>>>

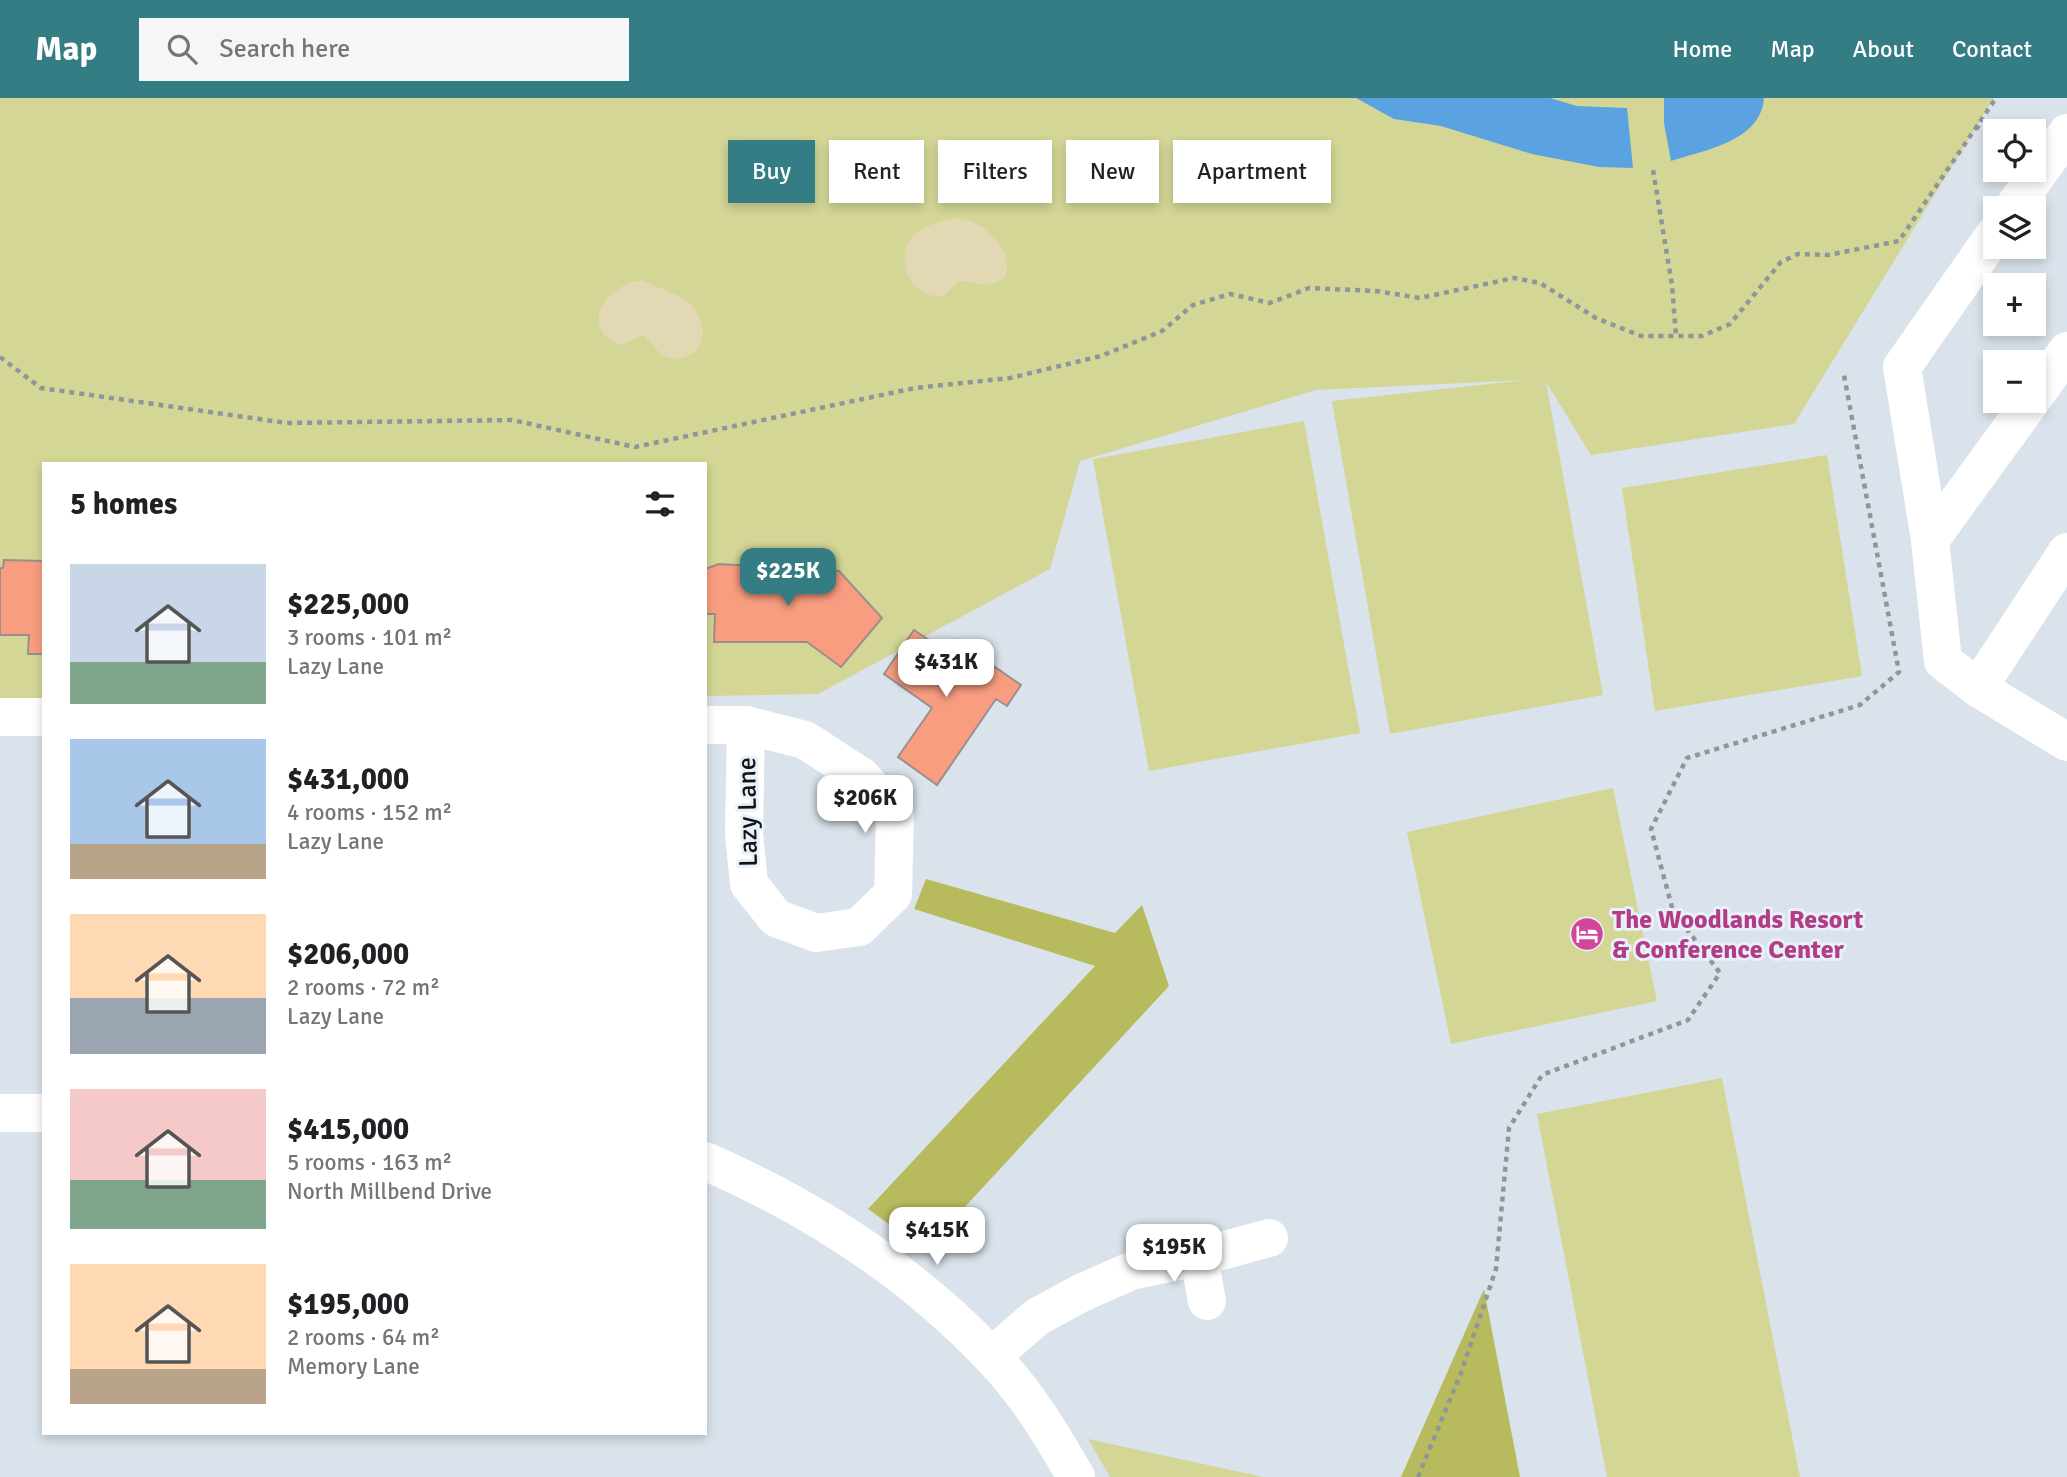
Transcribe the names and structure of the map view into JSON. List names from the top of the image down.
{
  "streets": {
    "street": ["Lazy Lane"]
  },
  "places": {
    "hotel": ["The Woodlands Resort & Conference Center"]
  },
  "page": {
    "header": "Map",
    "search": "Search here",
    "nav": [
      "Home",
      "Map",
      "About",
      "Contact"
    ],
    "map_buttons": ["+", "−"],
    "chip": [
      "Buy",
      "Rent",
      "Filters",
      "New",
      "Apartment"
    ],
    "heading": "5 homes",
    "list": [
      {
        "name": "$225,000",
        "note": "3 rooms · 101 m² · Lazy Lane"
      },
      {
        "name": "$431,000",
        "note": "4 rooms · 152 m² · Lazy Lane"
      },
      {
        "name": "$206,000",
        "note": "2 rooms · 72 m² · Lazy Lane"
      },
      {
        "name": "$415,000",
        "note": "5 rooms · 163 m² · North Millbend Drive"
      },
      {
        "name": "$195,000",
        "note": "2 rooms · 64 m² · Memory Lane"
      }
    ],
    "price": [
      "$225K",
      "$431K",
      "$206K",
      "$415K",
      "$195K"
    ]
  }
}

<<<

■ **EXERCISE DESCRIPTION**
Return the listing above word for word. Keep the images out.

■ **SOLUTION TO THIS TASK**
Transcribe the names and structure of the map view into JSON. List names from the top of the image down.
{
  "streets": {
    "street": ["Lazy Lane"]
  },
  "places": {
    "hotel": ["The Woodlands Resort & Conference Center"]
  },
  "page": {
    "header": "Map",
    "search": "Search here",
    "nav": [
      "Home",
      "Map",
      "About",
      "Contact"
    ],
    "map_buttons": ["+", "−"],
    "chip": [
      "Buy",
      "Rent",
      "Filters",
      "New",
      "Apartment"
    ],
    "heading": "5 homes",
    "list": [
      {
        "name": "$225,000",
        "note": "3 rooms · 101 m² · Lazy Lane"
      },
      {
        "name": "$431,000",
        "note": "4 rooms · 152 m² · Lazy Lane"
      },
      {
        "name": "$206,000",
        "note": "2 rooms · 72 m² · Lazy Lane"
      },
      {
        "name": "$415,000",
        "note": "5 rooms · 163 m² · North Millbend Drive"
      },
      {
        "name": "$195,000",
        "note": "2 rooms · 64 m² · Memory Lane"
      }
    ],
    "price": [
      "$225K",
      "$431K",
      "$206K",
      "$415K",
      "$195K"
    ]
  }
}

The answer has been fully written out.